> DIRECTIONS FOR THIS TASK
Every line of the records below that has the word "button" should be copied.

> DATASET ENTRIES

────────────────────────────────────────

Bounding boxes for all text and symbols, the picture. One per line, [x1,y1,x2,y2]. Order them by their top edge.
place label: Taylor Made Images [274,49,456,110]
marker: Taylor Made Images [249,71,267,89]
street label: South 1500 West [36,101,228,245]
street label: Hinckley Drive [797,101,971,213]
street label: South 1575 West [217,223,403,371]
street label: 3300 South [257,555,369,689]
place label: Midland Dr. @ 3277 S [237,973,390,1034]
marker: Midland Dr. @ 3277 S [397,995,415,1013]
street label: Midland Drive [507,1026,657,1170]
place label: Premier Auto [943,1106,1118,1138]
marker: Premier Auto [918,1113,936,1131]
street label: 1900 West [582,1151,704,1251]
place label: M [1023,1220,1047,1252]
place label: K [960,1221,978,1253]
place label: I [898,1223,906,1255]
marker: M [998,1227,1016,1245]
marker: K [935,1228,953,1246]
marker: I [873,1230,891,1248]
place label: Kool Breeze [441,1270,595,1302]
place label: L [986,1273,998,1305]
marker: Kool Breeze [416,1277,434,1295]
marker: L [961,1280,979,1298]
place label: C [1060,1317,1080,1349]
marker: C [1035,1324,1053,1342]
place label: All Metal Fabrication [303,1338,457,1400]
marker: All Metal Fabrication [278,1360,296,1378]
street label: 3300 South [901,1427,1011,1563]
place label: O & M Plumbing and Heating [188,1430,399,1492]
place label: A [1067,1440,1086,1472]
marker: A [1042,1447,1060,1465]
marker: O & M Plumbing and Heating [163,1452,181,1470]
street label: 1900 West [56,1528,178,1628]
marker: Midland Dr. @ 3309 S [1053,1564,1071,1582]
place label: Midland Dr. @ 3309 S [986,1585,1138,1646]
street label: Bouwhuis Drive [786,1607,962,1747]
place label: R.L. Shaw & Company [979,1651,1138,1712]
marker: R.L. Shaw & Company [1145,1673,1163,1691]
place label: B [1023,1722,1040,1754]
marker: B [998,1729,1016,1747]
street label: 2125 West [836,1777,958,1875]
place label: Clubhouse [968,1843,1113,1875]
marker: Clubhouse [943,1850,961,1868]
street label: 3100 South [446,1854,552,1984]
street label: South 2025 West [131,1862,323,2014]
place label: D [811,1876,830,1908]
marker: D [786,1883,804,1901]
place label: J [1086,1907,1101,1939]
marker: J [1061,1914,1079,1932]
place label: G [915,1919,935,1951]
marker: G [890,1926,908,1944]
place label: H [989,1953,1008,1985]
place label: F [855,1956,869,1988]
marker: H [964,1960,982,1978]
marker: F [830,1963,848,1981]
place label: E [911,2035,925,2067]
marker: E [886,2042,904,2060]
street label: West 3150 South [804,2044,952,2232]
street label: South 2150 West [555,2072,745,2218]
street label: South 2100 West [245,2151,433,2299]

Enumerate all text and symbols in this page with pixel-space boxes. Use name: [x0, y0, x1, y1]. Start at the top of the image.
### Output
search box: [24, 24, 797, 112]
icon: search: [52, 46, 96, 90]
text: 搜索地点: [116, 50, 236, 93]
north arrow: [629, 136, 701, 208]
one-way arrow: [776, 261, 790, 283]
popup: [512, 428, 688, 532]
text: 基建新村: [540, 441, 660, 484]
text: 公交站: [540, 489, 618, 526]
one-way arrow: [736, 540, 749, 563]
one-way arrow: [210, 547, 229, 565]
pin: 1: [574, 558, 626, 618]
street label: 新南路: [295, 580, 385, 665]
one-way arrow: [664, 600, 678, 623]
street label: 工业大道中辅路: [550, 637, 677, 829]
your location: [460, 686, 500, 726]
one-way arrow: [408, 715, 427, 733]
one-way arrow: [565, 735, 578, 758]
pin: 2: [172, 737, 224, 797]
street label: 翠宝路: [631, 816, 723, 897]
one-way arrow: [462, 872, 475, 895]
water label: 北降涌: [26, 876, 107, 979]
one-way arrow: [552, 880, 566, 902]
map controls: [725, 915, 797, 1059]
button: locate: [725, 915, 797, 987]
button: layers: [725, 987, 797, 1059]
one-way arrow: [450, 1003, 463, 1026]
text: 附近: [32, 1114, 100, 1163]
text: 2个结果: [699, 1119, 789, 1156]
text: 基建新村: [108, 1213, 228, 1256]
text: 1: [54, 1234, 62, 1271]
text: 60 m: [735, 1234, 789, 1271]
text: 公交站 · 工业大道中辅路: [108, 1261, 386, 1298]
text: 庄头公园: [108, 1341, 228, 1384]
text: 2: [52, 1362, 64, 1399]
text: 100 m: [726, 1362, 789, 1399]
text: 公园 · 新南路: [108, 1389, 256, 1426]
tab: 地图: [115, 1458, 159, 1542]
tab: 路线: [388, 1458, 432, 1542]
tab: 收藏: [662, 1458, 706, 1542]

────────────────────────────────────────

> OUTPUT BELOW
button: locate: [725, 915, 797, 987]
button: layers: [725, 987, 797, 1059]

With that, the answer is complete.